## Problem statement
Write out the whole listing below so that every line matches exactly.

————————

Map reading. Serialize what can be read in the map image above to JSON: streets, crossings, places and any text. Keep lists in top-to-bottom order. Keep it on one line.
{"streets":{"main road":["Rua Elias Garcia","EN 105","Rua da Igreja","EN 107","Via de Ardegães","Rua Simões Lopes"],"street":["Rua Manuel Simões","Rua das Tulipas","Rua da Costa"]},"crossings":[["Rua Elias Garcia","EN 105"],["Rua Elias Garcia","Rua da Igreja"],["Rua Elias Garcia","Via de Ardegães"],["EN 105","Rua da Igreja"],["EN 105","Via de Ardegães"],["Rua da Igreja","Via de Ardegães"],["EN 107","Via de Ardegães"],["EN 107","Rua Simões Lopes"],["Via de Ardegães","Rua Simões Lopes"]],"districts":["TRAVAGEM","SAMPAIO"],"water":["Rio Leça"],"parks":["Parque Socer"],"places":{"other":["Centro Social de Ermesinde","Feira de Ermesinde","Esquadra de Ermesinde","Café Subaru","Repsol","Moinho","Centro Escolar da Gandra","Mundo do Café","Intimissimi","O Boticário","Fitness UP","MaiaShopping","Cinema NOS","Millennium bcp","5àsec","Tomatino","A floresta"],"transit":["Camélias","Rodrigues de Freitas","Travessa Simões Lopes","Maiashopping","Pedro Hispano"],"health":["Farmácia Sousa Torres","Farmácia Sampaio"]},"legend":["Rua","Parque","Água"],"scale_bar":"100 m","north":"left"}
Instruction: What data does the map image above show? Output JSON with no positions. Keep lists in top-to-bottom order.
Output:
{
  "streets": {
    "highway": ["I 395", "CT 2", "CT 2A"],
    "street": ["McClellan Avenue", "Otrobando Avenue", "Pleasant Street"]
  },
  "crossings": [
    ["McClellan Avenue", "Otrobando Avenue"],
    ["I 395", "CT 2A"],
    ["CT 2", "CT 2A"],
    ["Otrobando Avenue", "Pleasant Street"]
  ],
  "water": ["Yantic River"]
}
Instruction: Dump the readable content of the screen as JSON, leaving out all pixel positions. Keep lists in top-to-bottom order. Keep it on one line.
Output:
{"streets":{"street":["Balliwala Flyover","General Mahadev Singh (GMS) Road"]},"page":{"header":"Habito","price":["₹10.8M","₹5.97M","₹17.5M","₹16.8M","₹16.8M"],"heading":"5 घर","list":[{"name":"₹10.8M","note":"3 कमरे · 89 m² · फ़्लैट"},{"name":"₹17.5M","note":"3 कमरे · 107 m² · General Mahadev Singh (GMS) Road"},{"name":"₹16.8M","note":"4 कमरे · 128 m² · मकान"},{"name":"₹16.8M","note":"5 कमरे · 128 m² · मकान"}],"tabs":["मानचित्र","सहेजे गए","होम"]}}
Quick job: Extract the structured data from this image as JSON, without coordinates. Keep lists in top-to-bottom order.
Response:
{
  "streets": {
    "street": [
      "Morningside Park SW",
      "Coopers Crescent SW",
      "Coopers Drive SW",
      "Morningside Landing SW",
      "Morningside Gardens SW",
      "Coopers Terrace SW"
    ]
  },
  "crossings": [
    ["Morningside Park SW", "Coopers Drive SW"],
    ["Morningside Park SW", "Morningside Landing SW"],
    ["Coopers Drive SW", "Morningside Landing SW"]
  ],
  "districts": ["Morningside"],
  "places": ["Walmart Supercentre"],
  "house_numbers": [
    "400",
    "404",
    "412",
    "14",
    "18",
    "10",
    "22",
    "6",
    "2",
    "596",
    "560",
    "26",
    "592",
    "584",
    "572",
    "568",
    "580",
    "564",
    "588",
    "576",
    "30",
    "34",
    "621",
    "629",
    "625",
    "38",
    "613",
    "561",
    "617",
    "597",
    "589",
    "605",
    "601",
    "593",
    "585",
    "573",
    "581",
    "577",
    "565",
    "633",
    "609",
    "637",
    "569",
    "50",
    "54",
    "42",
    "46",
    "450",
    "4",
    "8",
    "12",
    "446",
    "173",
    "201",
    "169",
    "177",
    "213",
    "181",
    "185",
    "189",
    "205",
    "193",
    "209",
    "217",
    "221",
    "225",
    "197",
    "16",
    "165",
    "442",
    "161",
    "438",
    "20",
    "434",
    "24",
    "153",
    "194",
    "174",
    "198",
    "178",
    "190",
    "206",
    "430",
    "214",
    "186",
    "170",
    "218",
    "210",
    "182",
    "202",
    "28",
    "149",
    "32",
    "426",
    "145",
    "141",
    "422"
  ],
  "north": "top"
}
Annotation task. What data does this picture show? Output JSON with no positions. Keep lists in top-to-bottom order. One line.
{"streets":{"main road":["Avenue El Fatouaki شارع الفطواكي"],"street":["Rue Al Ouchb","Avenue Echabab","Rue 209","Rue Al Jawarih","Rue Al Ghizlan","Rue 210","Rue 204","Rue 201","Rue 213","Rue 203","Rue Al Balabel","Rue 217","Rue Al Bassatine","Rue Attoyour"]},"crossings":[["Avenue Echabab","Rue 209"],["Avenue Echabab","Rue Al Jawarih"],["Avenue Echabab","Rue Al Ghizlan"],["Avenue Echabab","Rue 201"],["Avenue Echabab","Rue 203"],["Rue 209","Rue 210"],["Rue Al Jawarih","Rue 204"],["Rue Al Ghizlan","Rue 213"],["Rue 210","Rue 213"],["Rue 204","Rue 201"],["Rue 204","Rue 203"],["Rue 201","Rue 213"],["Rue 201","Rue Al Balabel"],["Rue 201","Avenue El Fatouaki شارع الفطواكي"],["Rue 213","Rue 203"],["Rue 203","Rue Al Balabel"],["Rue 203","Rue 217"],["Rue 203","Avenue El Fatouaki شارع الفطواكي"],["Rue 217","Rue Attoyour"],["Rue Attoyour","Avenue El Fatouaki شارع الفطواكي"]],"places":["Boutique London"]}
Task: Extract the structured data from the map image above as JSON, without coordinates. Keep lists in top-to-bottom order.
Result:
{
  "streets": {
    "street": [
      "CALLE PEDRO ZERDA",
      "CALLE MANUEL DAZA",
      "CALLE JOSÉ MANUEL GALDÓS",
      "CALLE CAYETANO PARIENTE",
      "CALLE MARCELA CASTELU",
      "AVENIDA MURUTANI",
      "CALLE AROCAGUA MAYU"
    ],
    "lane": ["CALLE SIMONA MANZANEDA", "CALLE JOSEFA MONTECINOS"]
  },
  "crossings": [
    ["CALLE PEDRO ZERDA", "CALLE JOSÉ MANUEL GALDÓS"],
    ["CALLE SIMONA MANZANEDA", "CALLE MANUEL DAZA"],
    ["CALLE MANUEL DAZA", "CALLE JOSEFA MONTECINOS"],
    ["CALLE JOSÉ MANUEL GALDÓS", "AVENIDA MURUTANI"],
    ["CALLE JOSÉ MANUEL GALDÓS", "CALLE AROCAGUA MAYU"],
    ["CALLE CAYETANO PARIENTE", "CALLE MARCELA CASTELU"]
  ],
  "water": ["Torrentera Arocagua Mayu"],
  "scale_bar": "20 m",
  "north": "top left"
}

————————

## Completed task
Map reading. Serialize what can be read in the map image above to JSON: streets, crossings, places and any text. Keep lists in top-to-bottom order. Keep it on one line.
{"streets":{"main road":["Rua Elias Garcia","EN 105","Rua da Igreja","EN 107","Via de Ardegães","Rua Simões Lopes"],"street":["Rua Manuel Simões","Rua das Tulipas","Rua da Costa"]},"crossings":[["Rua Elias Garcia","EN 105"],["Rua Elias Garcia","Rua da Igreja"],["Rua Elias Garcia","Via de Ardegães"],["EN 105","Rua da Igreja"],["EN 105","Via de Ardegães"],["Rua da Igreja","Via de Ardegães"],["EN 107","Via de Ardegães"],["EN 107","Rua Simões Lopes"],["Via de Ardegães","Rua Simões Lopes"]],"districts":["TRAVAGEM","SAMPAIO"],"water":["Rio Leça"],"parks":["Parque Socer"],"places":{"other":["Centro Social de Ermesinde","Feira de Ermesinde","Esquadra de Ermesinde","Café Subaru","Repsol","Moinho","Centro Escolar da Gandra","Mundo do Café","Intimissimi","O Boticário","Fitness UP","MaiaShopping","Cinema NOS","Millennium bcp","5àsec","Tomatino","A floresta"],"transit":["Camélias","Rodrigues de Freitas","Travessa Simões Lopes","Maiashopping","Pedro Hispano"],"health":["Farmácia Sousa Torres","Farmácia Sampaio"]},"legend":["Rua","Parque","Água"],"scale_bar":"100 m","north":"left"}
Instruction: What data does the map image above show? Output JSON with no positions. Keep lists in top-to-bottom order.
Output:
{
  "streets": {
    "highway": ["I 395", "CT 2", "CT 2A"],
    "street": ["McClellan Avenue", "Otrobando Avenue", "Pleasant Street"]
  },
  "crossings": [
    ["McClellan Avenue", "Otrobando Avenue"],
    ["I 395", "CT 2A"],
    ["CT 2", "CT 2A"],
    ["Otrobando Avenue", "Pleasant Street"]
  ],
  "water": ["Yantic River"]
}
Instruction: Dump the readable content of the screen as JSON, leaving out all pixel positions. Keep lists in top-to-bottom order. Keep it on one line.
Output:
{"streets":{"street":["Balliwala Flyover","General Mahadev Singh (GMS) Road"]},"page":{"header":"Habito","price":["₹10.8M","₹5.97M","₹17.5M","₹16.8M","₹16.8M"],"heading":"5 घर","list":[{"name":"₹10.8M","note":"3 कमरे · 89 m² · फ़्लैट"},{"name":"₹17.5M","note":"3 कमरे · 107 m² · General Mahadev Singh (GMS) Road"},{"name":"₹16.8M","note":"4 कमरे · 128 m² · मकान"},{"name":"₹16.8M","note":"5 कमरे · 128 m² · मकान"}],"tabs":["मानचित्र","सहेजे गए","होम"]}}
Quick job: Extract the structured data from this image as JSON, without coordinates. Keep lists in top-to-bottom order.
Response:
{
  "streets": {
    "street": [
      "Morningside Park SW",
      "Coopers Crescent SW",
      "Coopers Drive SW",
      "Morningside Landing SW",
      "Morningside Gardens SW",
      "Coopers Terrace SW"
    ]
  },
  "crossings": [
    ["Morningside Park SW", "Coopers Drive SW"],
    ["Morningside Park SW", "Morningside Landing SW"],
    ["Coopers Drive SW", "Morningside Landing SW"]
  ],
  "districts": ["Morningside"],
  "places": ["Walmart Supercentre"],
  "house_numbers": [
    "400",
    "404",
    "412",
    "14",
    "18",
    "10",
    "22",
    "6",
    "2",
    "596",
    "560",
    "26",
    "592",
    "584",
    "572",
    "568",
    "580",
    "564",
    "588",
    "576",
    "30",
    "34",
    "621",
    "629",
    "625",
    "38",
    "613",
    "561",
    "617",
    "597",
    "589",
    "605",
    "601",
    "593",
    "585",
    "573",
    "581",
    "577",
    "565",
    "633",
    "609",
    "637",
    "569",
    "50",
    "54",
    "42",
    "46",
    "450",
    "4",
    "8",
    "12",
    "446",
    "173",
    "201",
    "169",
    "177",
    "213",
    "181",
    "185",
    "189",
    "205",
    "193",
    "209",
    "217",
    "221",
    "225",
    "197",
    "16",
    "165",
    "442",
    "161",
    "438",
    "20",
    "434",
    "24",
    "153",
    "194",
    "174",
    "198",
    "178",
    "190",
    "206",
    "430",
    "214",
    "186",
    "170",
    "218",
    "210",
    "182",
    "202",
    "28",
    "149",
    "32",
    "426",
    "145",
    "141",
    "422"
  ],
  "north": "top"
}
Annotation task. What data does this picture show? Output JSON with no positions. Keep lists in top-to-bottom order. One line.
{"streets":{"main road":["Avenue El Fatouaki شارع الفطواكي"],"street":["Rue Al Ouchb","Avenue Echabab","Rue 209","Rue Al Jawarih","Rue Al Ghizlan","Rue 210","Rue 204","Rue 201","Rue 213","Rue 203","Rue Al Balabel","Rue 217","Rue Al Bassatine","Rue Attoyour"]},"crossings":[["Avenue Echabab","Rue 209"],["Avenue Echabab","Rue Al Jawarih"],["Avenue Echabab","Rue Al Ghizlan"],["Avenue Echabab","Rue 201"],["Avenue Echabab","Rue 203"],["Rue 209","Rue 210"],["Rue Al Jawarih","Rue 204"],["Rue Al Ghizlan","Rue 213"],["Rue 210","Rue 213"],["Rue 204","Rue 201"],["Rue 204","Rue 203"],["Rue 201","Rue 213"],["Rue 201","Rue Al Balabel"],["Rue 201","Avenue El Fatouaki شارع الفطواكي"],["Rue 213","Rue 203"],["Rue 203","Rue Al Balabel"],["Rue 203","Rue 217"],["Rue 203","Avenue El Fatouaki شارع الفطواكي"],["Rue 217","Rue Attoyour"],["Rue Attoyour","Avenue El Fatouaki شارع الفطواكي"]],"places":["Boutique London"]}
Task: Extract the structured data from the map image above as JSON, without coordinates. Keep lists in top-to-bottom order.
Result:
{
  "streets": {
    "street": [
      "CALLE PEDRO ZERDA",
      "CALLE MANUEL DAZA",
      "CALLE JOSÉ MANUEL GALDÓS",
      "CALLE CAYETANO PARIENTE",
      "CALLE MARCELA CASTELU",
      "AVENIDA MURUTANI",
      "CALLE AROCAGUA MAYU"
    ],
    "lane": ["CALLE SIMONA MANZANEDA", "CALLE JOSEFA MONTECINOS"]
  },
  "crossings": [
    ["CALLE PEDRO ZERDA", "CALLE JOSÉ MANUEL GALDÓS"],
    ["CALLE SIMONA MANZANEDA", "CALLE MANUEL DAZA"],
    ["CALLE MANUEL DAZA", "CALLE JOSEFA MONTECINOS"],
    ["CALLE JOSÉ MANUEL GALDÓS", "AVENIDA MURUTANI"],
    ["CALLE JOSÉ MANUEL GALDÓS", "CALLE AROCAGUA MAYU"],
    ["CALLE CAYETANO PARIENTE", "CALLE MARCELA CASTELU"]
  ],
  "water": ["Torrentera Arocagua Mayu"],
  "scale_bar": "20 m",
  "north": "top left"
}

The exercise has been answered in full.